En las últimas semanas han surgido nuevos espacios para dar a conocer el arte que, aunque pequeños en apariencia, pueden terminar siendo significativos para la construcción de una escena artística que se requiere. Porque abrir una galería no consiste únicamente en colocar obra sobre un muro. Implica apostar por los artistas, formar públicos, acercar a nuevos coleccionistas y, sobre todo, aceptar que el arte necesita circular para mantenerse vivo.

Frente a la antigua estación del ferrocarril, Víctor López, antes “La madriguera”, ha decidido destinar en lo que era su taller la primera exposición titulada: “Agave”, la cual reúne obra de artistas oaxaqueños a través de la gráfica, quienes no solamente demuestran mediante la técnica su trabajo, si no que esta es respaldada con memoria del arte mexicano sobre la historia de nuestros antepasados.

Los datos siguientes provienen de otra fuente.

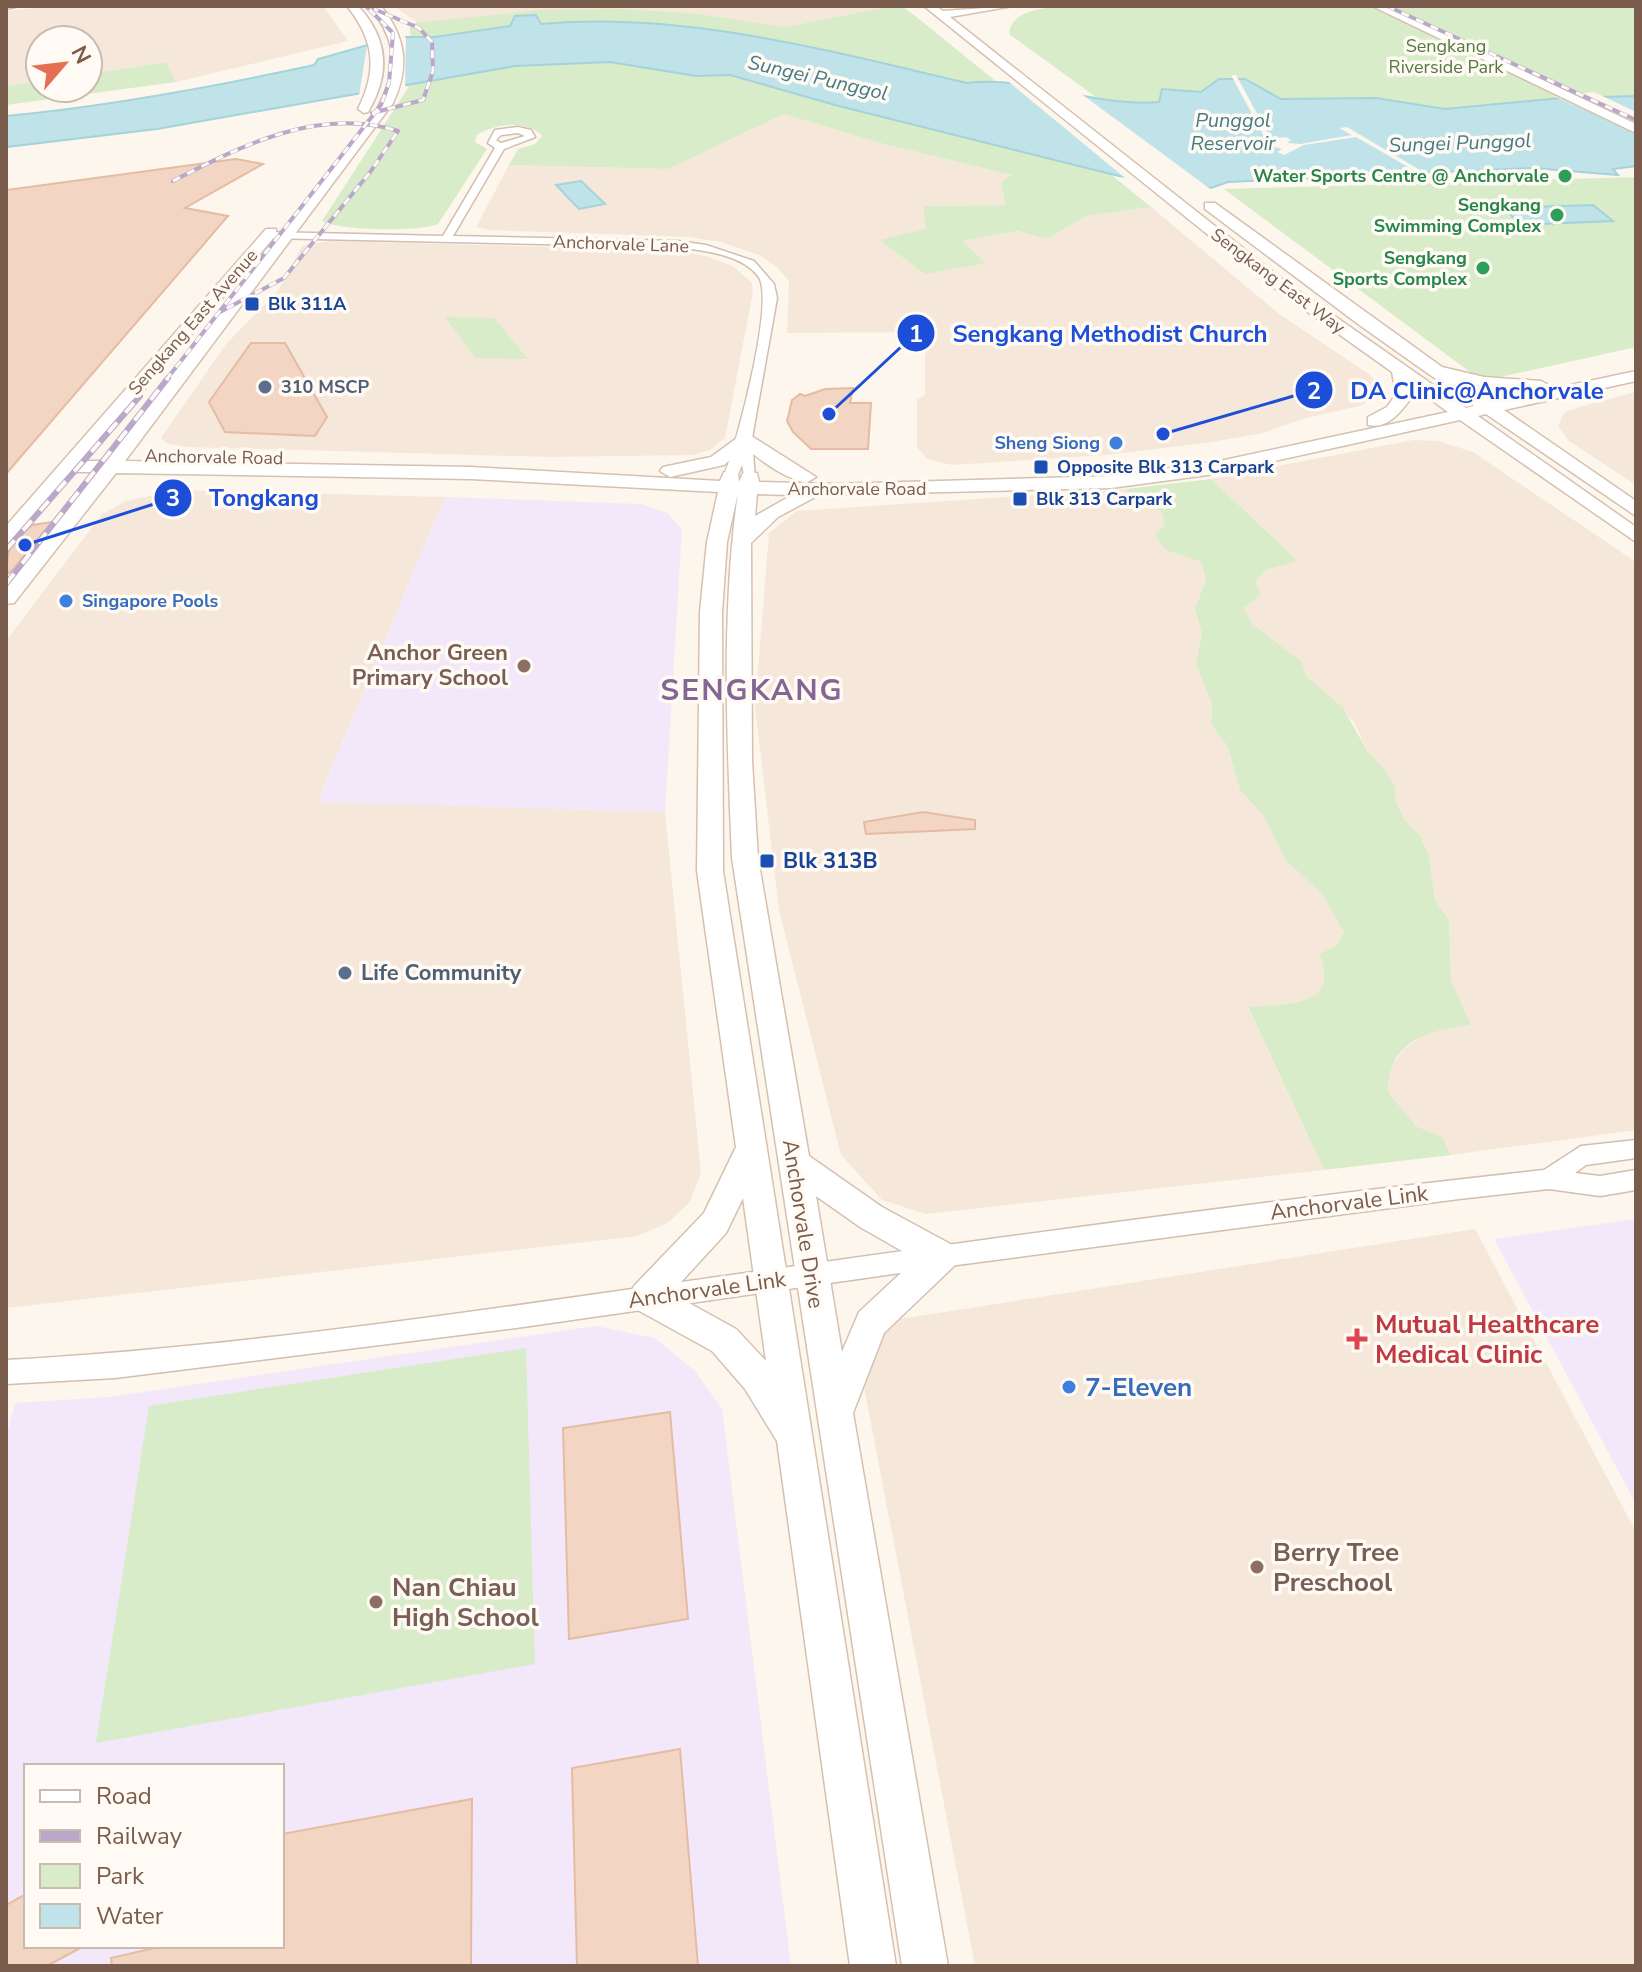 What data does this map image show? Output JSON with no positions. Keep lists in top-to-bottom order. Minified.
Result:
{"streets":{"main road":["Sengkang East Way","Sengkang East Avenue","Anchorvale Road","Anchorvale Drive"],"street":["Anchorvale Lane","Anchorvale Link"]},"crossings":[["Anchorvale Lane","Sengkang East Avenue"],["Anchorvale Lane","Anchorvale Road"],["Anchorvale Lane","Anchorvale Drive"],["Sengkang East Way","Anchorvale Road"],["Sengkang East Avenue","Anchorvale Road"],["Anchorvale Road","Anchorvale Drive"],["Anchorvale Link","Anchorvale Drive"]],"districts":["SENGKANG"],"water":["Sungei Punggol","Punggol Reservoir"],"parks":["Sengkang Riverside Park"],"places":{"other":["Water Sports Centre @ Anchorvale","Sengkang Swimming Complex","Sengkang Sports Complex","310 MSCP","Sengkang Methodist Church","DA Clinic@Anchorvale","Sheng Siong","Tongkang","Singapore Pools","Anchor Green Primary School","Life Community","7-Eleven","Berry Tree Preschool","Nan Chiau High School"],"transit":["Blk 311A","Opposite Blk 313 Carpark","Blk 313 Carpark","Blk 313B"],"health":["Mutual Healthcare Medical Clinic"]},"legend":["Road","Railway","Park","Water"],"north":"top right"}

La presencia del maestro Shinzaburo Takeda durante la inauguración otorgó una dimensión especial a este encuentro. Su trayectoria está profundamente vinculada con la gráfica y con Oaxaca, territorio donde ha desarrollado una parte esencial de su labor artística y docente. Su presencia en Querétaro adquiere además particular relevancia ante el proyecto que próximamente realizará en colaboración con el Gobierno del Estado, destinado a enriquecer uno de los recintos emblemáticos de nuestra entidad.

No es extraño, entonces, encontrarlo con frecuencia por estas tierras. Hay en sus visitas algo más profundo que la presencia protocolaria de un artista reconocido: existe una aproximación a Querétaro, a sus tradiciones y a la posibilidad de establecer un diálogo entre territorios que poseen distintas maneras de entender la identidad a través del arte.

En Agave participan Víctor López, Mari Mariel, Heczar Gómez y Román Miranda. El encuentro entre ellos permite aproximarse a la gráfica desde diferentes sensibilidades y, al mismo tiempo, recordar que esta disciplina continúa siendo extraordinariamente contemporánea. El grabado posee una cualidad que pocas expresiones conservan con tanta fuerza: la capacidad de reproducirse sin perder su carácter de obra y de llegar a públicos diversos sin renunciar al rigor de su oficio.

Tal vez por eso resulta tan pertinente que la gráfica aparezca en un lugar de convivencia cotidiana. Entre conversaciones, copas y movimiento, la obra deja de esperar silenciosamente al visitante dentro de una sala y comienza a encontrarse con él.

En otro punto del Centro Histórico ocurre algo distinto, pero igualmente necesario.

En Pino Suárez abrió sus puertas Gayou, una nueva galería que inicia su actividad con una exposición pictórica colectiva. La muestra reúne a Emilio Pérez, Daniel Seis, Román Miranda y Haniel Fonseca, cuatro artistas cuyas búsquedas permiten observar distintas aproximaciones a la pintura figurativa contemporánea.

Emilio Pérez llega después de haber presentado recientemente su trabajo en el Museo de Arte. Su pintura se inscribe en una trayectoria que comienza a adquirir una presencia cada vez más reconocible dentro de la escena local.